I dunno.  Every time I turn on the air conditioning because it’s too hot in my room my mum’s like, just come downstairs it’s cooler.  First of all, everything I want is in my room.  If I’m at home I’m in my room (or the kitchen).  Secondly, why the hell would I want to hang around downstairs with you.  You stare at me, watch what I’m doing on my computer or phone, annoy me, and do gross things

I could tell my dad was pissed even when I got home.  I had thought, er how can you be pissed already, what can you even pissed off about.  The only thing I can think of that I know about is that my aunty came over for dinner, but mum hadn’t made dinner, and dad tried calling her but mum didn’t pick up her phone because the screen was frozen.  Which to be honest, is a much too petty reason to be angry.  Why don’t you just cook?  He was planning to just eat at our local japanese restaurant which has yummy eel, but mum was just like no, I’ll cook fish and stuff, it’s quick.  I think he might’ve gotten pissed then.

Also this event that I will describe to you pretty much confirms his jealousy of my meal freedom.  You see, one day mum made dinner, but I ate a mango instead.  And today, mum is making dinner, and I had a delicious pork roll instead, and some ice cream.  And today, my aunt was apparently eyeing the mangos but my dad told her that they were for me (lol).  He was very bitter about this.  Because mum then said to him, er she (my aunt) can eat them!  They’re not all for me (me).  And he got pissy because my mum told him that he basically couldn’t eat the mango the other day because it was for me.  I dunno this explanation is boring.  So maybe their argument stemmed from that.

But to be honest, I can’t even be bothered trying to decipher why the fuck they’re fighting because a lot of the times the things they scream over are fucking petty as fuck.  They can be so immature.

And what I also thought when I peed was that, this is why I’m like this.  I scream at them because they scream at each other, and they also used to scream at me.  Every teenager probably feels like this but it was fucking annoying when I used to (and sometimes still) fight with my parents and they don’t even fucking listen to what you’re actually saying, and this tends to lead to screaming.  Though the thing is, what I then thought in my puny brain, is that I can’t blame them for how I am now.  When I was little you can blame them, because you don’t know any better.  But the fact that I am aware and so conscious of this I have the power to be different a change.  I have my own mind and make my own decisions about how I want to be.

That’s how I feel about complacent people.  I know I am lazy, that’s not something I’m proud of or attribute to “just being me.”  It’s something that I want to change.  But people who are just complacent with their flaws that they know are fucking flaws and basically prevent them from achieving and succeeding and being the best they can be at life, are just fucking stupid.  Being hard working, and not lazy, is so important for just life.  Everything is hard and takes effort, you just have to realise this.  Anything easy is not worth doing.  It’s only when it becomes difficult and you overcome obstacles that what you do is worthwhile.

So derp.

Sigh I have to clean my room it is actually a dump.  And I have so many new clothes and shoes to find a home for.  And I have to plan my birthday.  And I have to make facebook events.  And just life is a lot to do and it’s hard.  I spent too much money today…

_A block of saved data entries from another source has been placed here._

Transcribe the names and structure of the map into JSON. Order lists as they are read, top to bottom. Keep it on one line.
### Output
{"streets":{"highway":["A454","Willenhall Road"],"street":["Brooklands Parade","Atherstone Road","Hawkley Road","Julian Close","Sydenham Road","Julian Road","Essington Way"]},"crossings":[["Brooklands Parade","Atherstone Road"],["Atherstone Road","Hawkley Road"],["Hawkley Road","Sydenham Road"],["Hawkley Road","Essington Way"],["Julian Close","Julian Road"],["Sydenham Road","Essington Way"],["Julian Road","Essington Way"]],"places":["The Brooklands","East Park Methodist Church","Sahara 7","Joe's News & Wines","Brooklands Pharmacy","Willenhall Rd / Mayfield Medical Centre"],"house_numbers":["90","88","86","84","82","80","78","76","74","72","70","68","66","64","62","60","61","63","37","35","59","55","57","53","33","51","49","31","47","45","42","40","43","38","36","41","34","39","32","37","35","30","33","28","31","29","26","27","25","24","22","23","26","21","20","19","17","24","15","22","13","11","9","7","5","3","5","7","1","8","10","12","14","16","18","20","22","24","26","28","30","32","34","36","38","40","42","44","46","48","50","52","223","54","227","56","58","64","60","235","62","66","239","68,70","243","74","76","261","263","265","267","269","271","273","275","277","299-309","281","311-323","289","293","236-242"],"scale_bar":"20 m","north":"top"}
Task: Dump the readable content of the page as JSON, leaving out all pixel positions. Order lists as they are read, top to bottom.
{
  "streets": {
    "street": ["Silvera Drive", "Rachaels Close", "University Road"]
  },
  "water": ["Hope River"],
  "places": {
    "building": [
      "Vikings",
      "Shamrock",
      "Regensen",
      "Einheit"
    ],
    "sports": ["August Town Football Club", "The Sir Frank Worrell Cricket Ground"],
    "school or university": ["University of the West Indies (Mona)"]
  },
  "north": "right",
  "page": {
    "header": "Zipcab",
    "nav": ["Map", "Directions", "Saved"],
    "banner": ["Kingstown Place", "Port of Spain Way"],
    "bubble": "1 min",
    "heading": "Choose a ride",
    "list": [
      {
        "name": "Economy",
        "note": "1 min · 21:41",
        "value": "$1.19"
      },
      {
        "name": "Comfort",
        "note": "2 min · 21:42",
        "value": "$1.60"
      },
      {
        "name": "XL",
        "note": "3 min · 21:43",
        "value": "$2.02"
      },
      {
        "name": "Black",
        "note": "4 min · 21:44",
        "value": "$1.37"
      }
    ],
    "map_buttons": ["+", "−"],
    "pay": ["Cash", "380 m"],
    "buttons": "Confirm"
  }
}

Anyway, no more complaining…

Cya,
Just Another Woo Girl

Please use your inside voice

Lol my fan is so loud when I close the door I can’t hear my parents screaming at each other.

I actually sort of think my dad may go through some sort of monthly issue like PMS but I don’t think there’s any sort of scientific reason behind his temperamental and anger management issues.  It’s weird because he used to be a lot worse.  And when I say used to, I mean maybe around six years ago?  I mean recently we had a huge fight because I wanted to turn on the air conditioning and he said it’s a waste of energy and basically said he would kill me at that very moment by punching me and he wouldn’t even care about the consequences.

Literally I said to him, okay, the fuck is wrong with you?  Why are you being so crazy over the air conditioning…  And I slammed the door and then he rams into it trying to get in like a fucking maniac saying he’s going to knock me dead.  I was like okay, kill me then (you idiot).  And then he’s all like, “why you slam the door?!”  And I say, because I’m angry at you for not letting me turn on the air conditioning when my room is fucking what 35 degrees and I can’t breathe, i.e. what we were just arguing about (idiot).  And he gets even more angry because he doesn’t like my answer and I’m like, what, that’s exactly why I slammed the door and I don’t even give a fuck.

What’s weird is that my mum was downstairs shouting for him to stop screaming, yet she didn’t take the actual effort to come and stop him.  I mean, hello, he said he was going to murder your own daughter, what are you gonna do about it.  Obviously she’d rather I die than to come up and have him get angry at her as well.  So good luck dealing with the popo when they find a dead teenage girls body in your house that is your freaking daughter.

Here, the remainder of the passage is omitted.